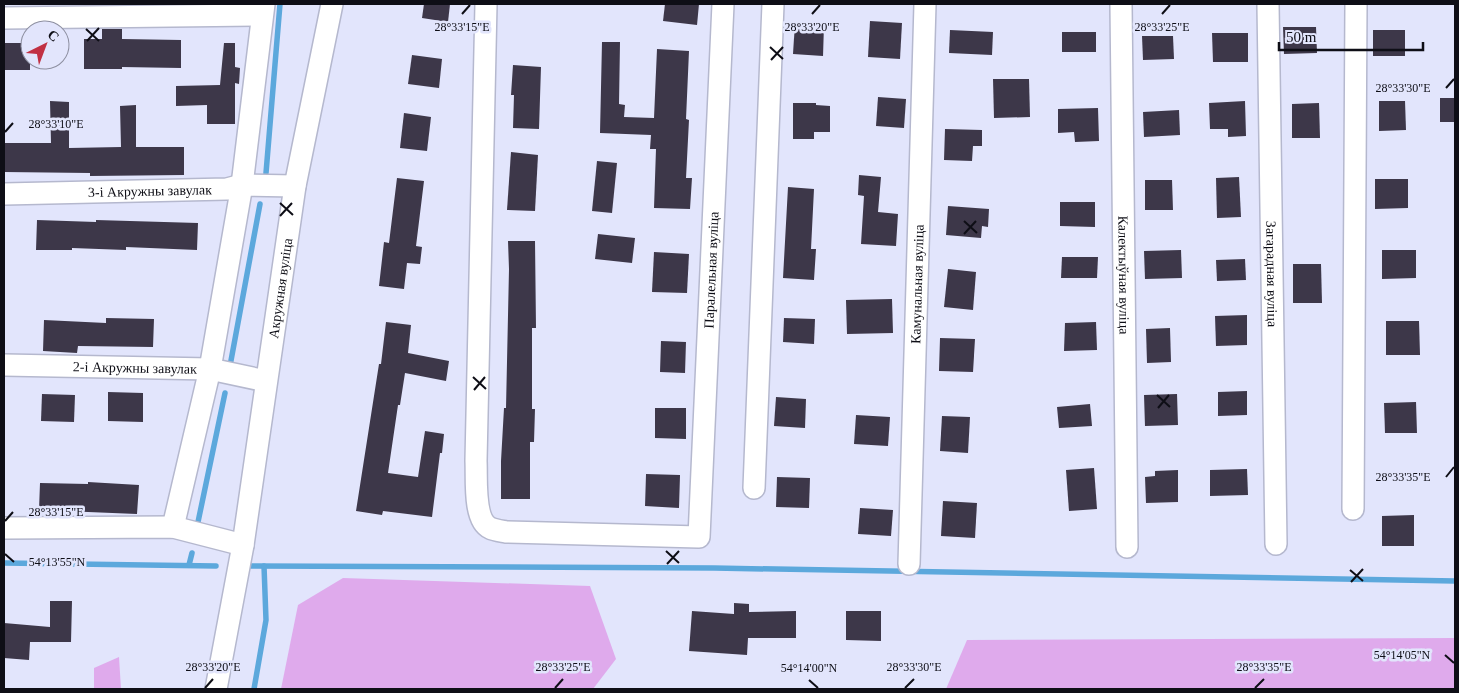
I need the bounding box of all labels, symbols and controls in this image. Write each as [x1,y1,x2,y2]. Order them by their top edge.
north arrow [20,20,70,70]
text: 28°33'15"E [434,20,490,34]
text: 28°33'20"E [784,20,840,34]
text: 28°33'25"E [1134,20,1190,34]
scale bar [1279,20,1423,52]
text: С [45,27,62,45]
text: 50 m [1286,29,1317,45]
text: 28°33'30"E [1375,81,1431,95]
text: 28°33'10"E [28,117,84,131]
street label: 3-і Акружны завулак [88,182,212,200]
street label: Паралельная вуліца [701,210,721,329]
street label: Калектыўная вуліца [1116,216,1132,335]
street label: Загарадная вуліца [1264,221,1280,328]
street label: Камунальная вуліца [908,224,926,344]
street label: Акружная вуліца [266,236,295,339]
street label: 2-і Акружны завулак [73,359,197,376]
text: 28°33'35"E [1375,470,1431,484]
text: 28°33'15"E [28,505,84,519]
text: 54°13'55"N [29,555,86,569]
text: 54°14'05"N [1374,648,1431,662]
text: 28°33'20"E [185,660,241,674]
text: 28°33'25"E [535,660,591,674]
text: 28°33'30"E [886,660,942,674]
text: 28°33'35"E [1236,660,1292,674]
text: 54°14'00"N [781,661,838,675]

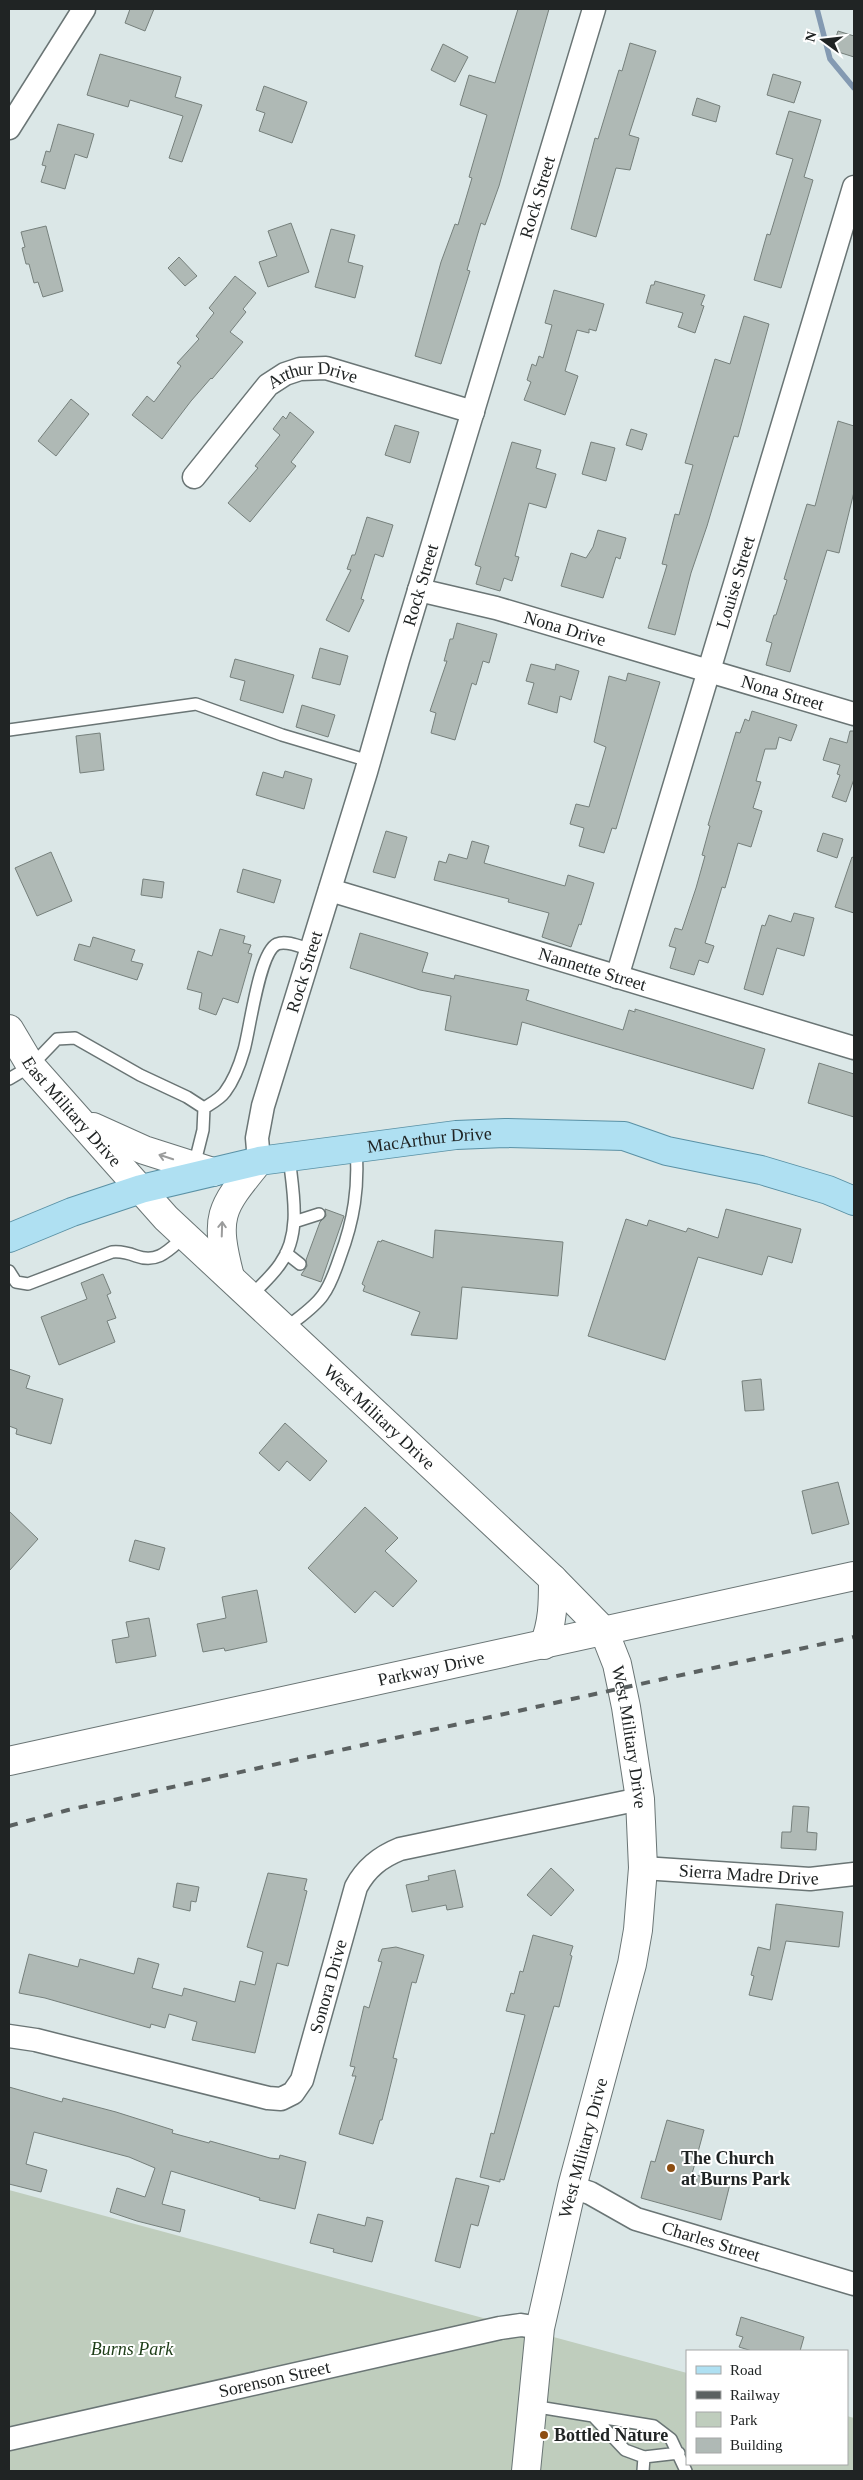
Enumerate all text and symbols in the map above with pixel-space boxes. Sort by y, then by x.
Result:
north arrow [798,15,848,65]
text: N [802,30,819,44]
street label: Rock Street [516,154,559,241]
street label: Arthur Drive [264,358,360,393]
street label: Louise Street [712,534,759,631]
street label: Rock Street [399,542,442,628]
street label: Nona Drive [522,607,608,650]
street label: Nona Street [739,671,826,715]
street label: Rock Street [282,929,326,1015]
street label: Nannette Street [536,943,649,995]
street label: East Military Drive [18,1053,125,1171]
street label: MacArthur Drive [366,1124,492,1157]
one-way arrow [159,1152,175,1161]
one-way arrow [217,1222,226,1238]
street label: West Military Drive [320,1360,439,1474]
street label: Parkway Drive [376,1647,486,1690]
street label: West Military Drive [608,1664,650,1809]
street label: Sierra Madre Drive [678,1860,820,1889]
street label: Sonora Drive [306,1937,351,2035]
street label: West Military Drive [555,2076,611,2220]
place label: The Church at Burns Park [681,2148,790,2189]
marker: The Church at Burns Park [665,2162,677,2174]
street label: Charles Street [659,2217,762,2265]
park label: Burns Park [91,2339,174,2359]
legend [686,2350,848,2465]
street label: Sorenson Street [217,2357,332,2401]
text: Road [730,2362,762,2378]
text: Railway [730,2387,780,2403]
text: Park [730,2412,758,2428]
place label: Bottled Nature [554,2425,668,2445]
marker: Bottled Nature [538,2429,550,2441]
text: Building [730,2437,783,2453]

WHAT YOU HAVE TO DO — List each line of the entries that holds the string "вуліца".

SOLUTION FOR THIS EXERCISE —
street label: Паралельная вуліца [701,210,721,329]
street label: Калектыўная вуліца [1116,216,1132,335]
street label: Загарадная вуліца [1264,221,1280,328]
street label: Камунальная вуліца [908,224,926,344]
street label: Акружная вуліца [266,236,295,339]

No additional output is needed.